Only the text is wanted; write out each record below exactly and exclude all pictures.
---------- ENTRIES PROVIDED ----------
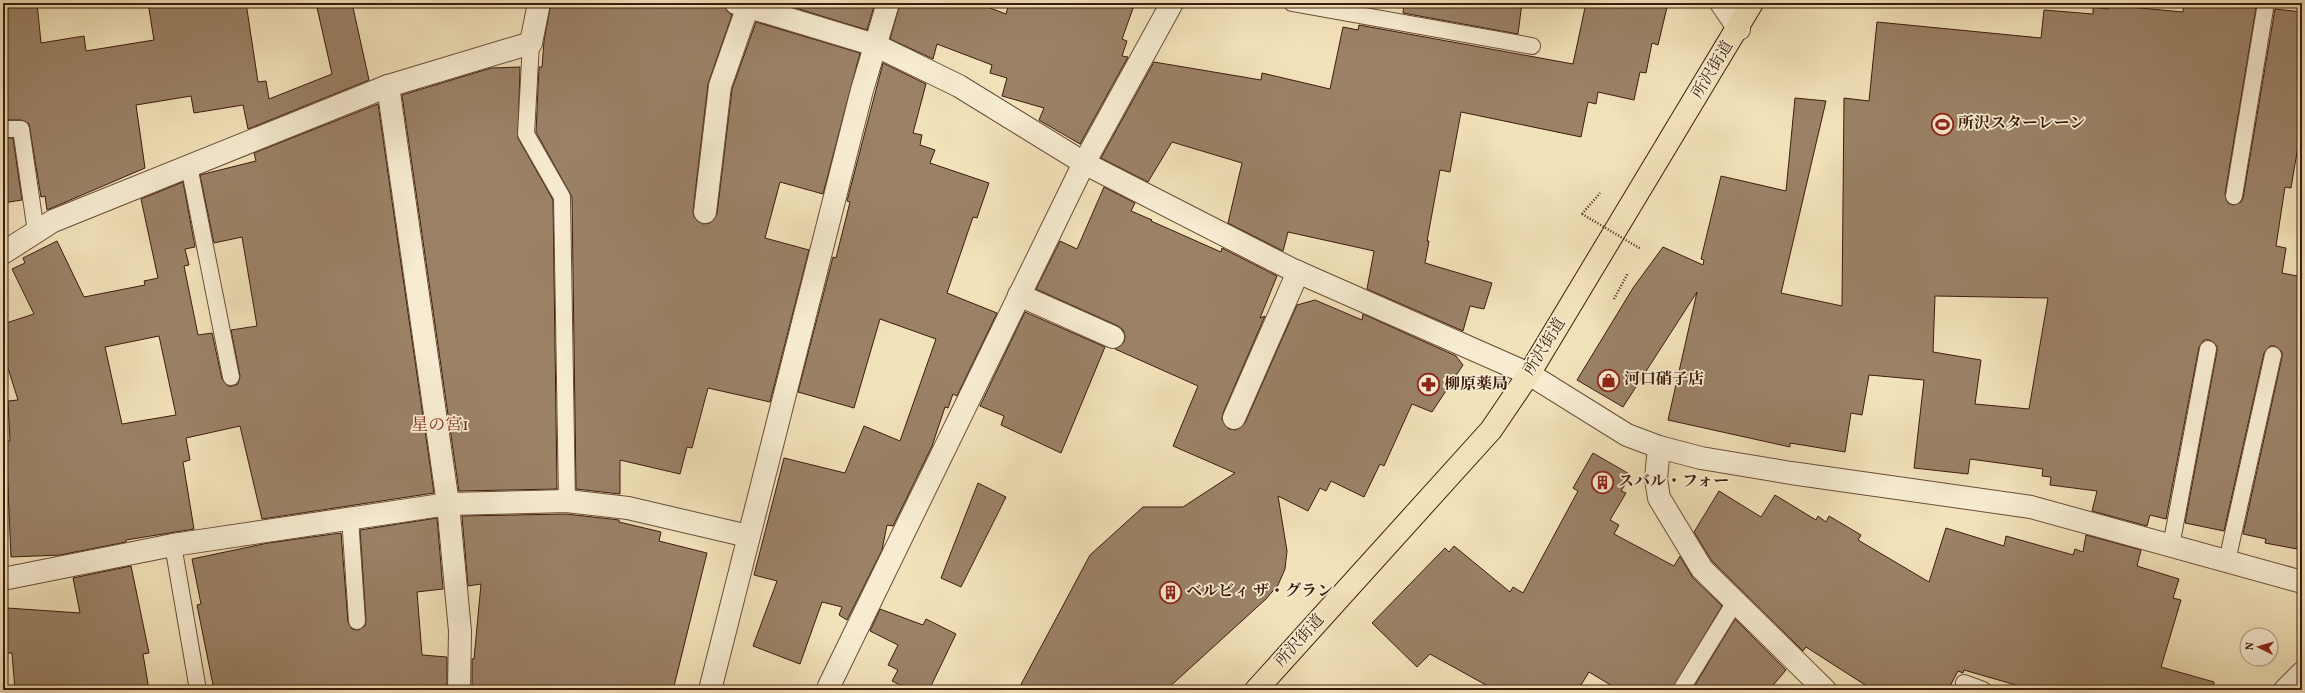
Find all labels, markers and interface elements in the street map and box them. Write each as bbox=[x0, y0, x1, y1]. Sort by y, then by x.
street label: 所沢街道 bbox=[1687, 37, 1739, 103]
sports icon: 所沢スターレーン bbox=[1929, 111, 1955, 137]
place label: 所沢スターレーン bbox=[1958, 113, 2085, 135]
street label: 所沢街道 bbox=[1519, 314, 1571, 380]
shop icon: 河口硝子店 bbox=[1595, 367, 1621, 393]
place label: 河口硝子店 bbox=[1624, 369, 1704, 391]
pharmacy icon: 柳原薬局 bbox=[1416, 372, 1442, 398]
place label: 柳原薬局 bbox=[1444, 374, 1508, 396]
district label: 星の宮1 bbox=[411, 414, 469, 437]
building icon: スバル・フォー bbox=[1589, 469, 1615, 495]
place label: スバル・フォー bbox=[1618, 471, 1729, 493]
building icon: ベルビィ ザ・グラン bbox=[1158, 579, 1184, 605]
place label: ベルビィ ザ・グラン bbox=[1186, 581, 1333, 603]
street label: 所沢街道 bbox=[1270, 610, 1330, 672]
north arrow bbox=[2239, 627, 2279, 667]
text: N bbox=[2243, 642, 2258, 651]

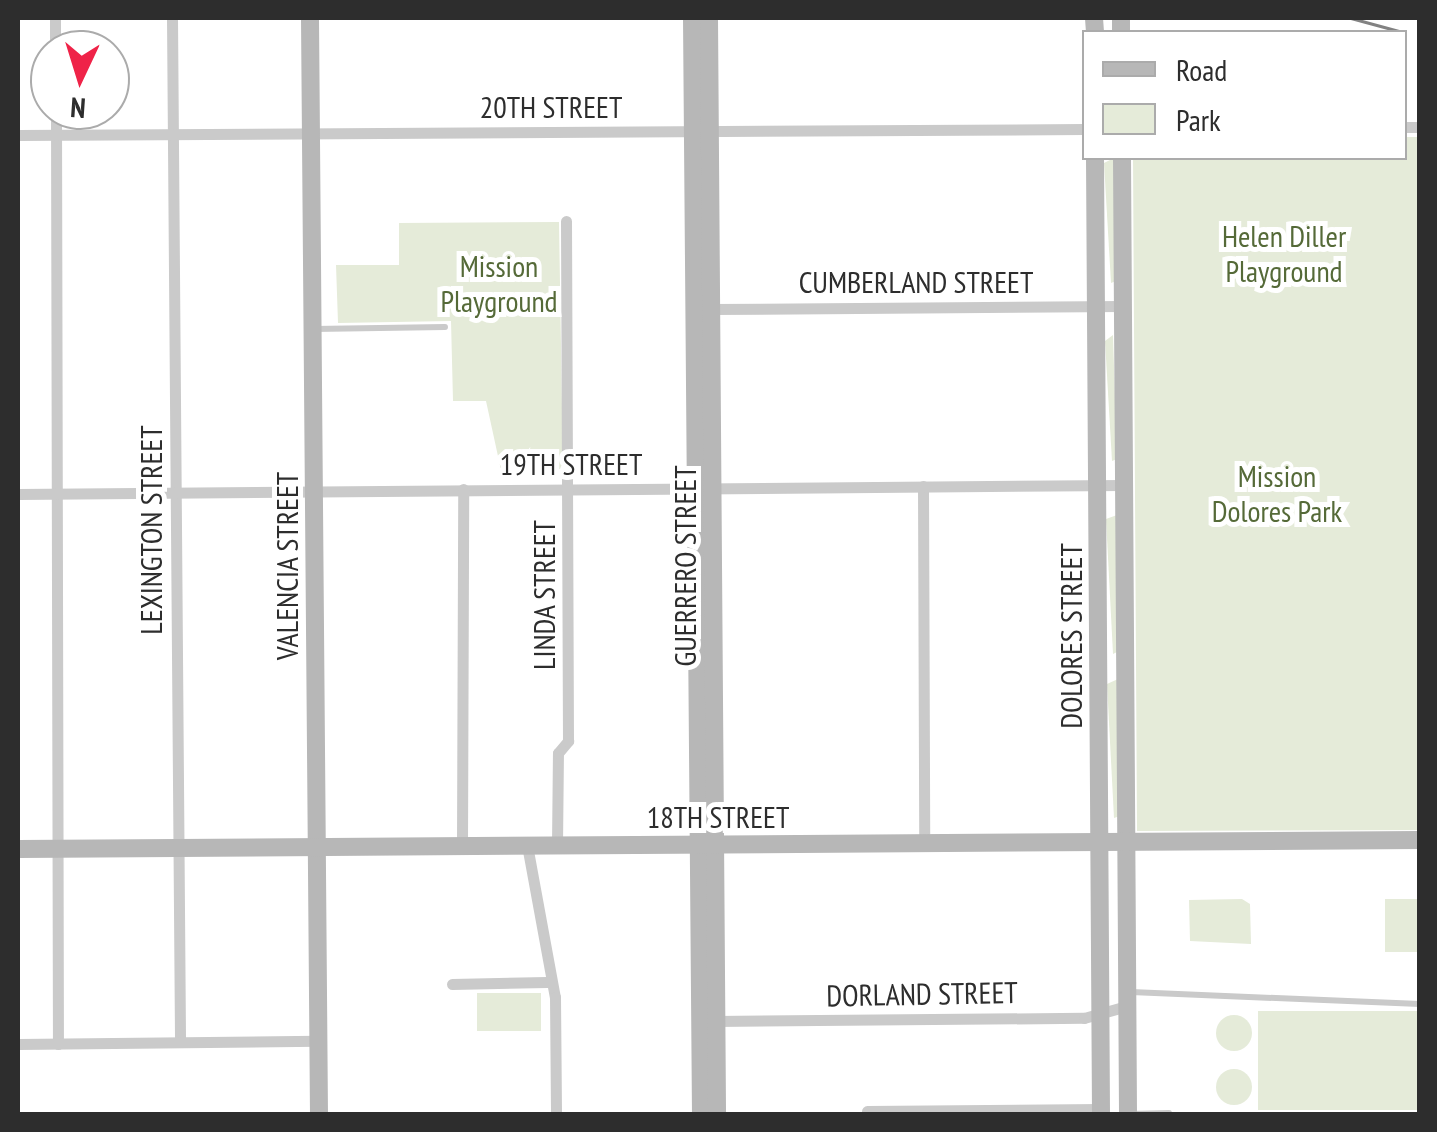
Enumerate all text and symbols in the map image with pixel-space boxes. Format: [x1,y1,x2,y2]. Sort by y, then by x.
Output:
----------
§ SOLUTION TO THIS PROBLEM
Find all labels, markers and interface elements in the street map and box them. Write each as bbox=[x0, y0, x1, y1]. Sort by y, then by x.
street label: 所沢街道 bbox=[1687, 37, 1739, 103]
sports icon: 所沢スターレーン bbox=[1929, 111, 1955, 137]
place label: 所沢スターレーン bbox=[1958, 113, 2085, 135]
street label: 所沢街道 bbox=[1519, 314, 1571, 380]
shop icon: 河口硝子店 bbox=[1595, 367, 1621, 393]
place label: 河口硝子店 bbox=[1624, 369, 1704, 391]
pharmacy icon: 柳原薬局 bbox=[1416, 372, 1442, 398]
place label: 柳原薬局 bbox=[1444, 374, 1508, 396]
district label: 星の宮1 bbox=[411, 414, 469, 437]
building icon: スバル・フォー bbox=[1589, 469, 1615, 495]
place label: スバル・フォー bbox=[1618, 471, 1729, 493]
building icon: ベルビィ ザ・グラン bbox=[1158, 579, 1184, 605]
place label: ベルビィ ザ・グラン bbox=[1186, 581, 1333, 603]
street label: 所沢街道 bbox=[1270, 610, 1330, 672]
north arrow bbox=[2239, 627, 2279, 667]
text: N bbox=[2243, 642, 2258, 651]

Enumerate all text and symbols in the map image with pixel-space boxes. Format: [x1,y1,x2,y2]. Sort by y, then by x.
Output:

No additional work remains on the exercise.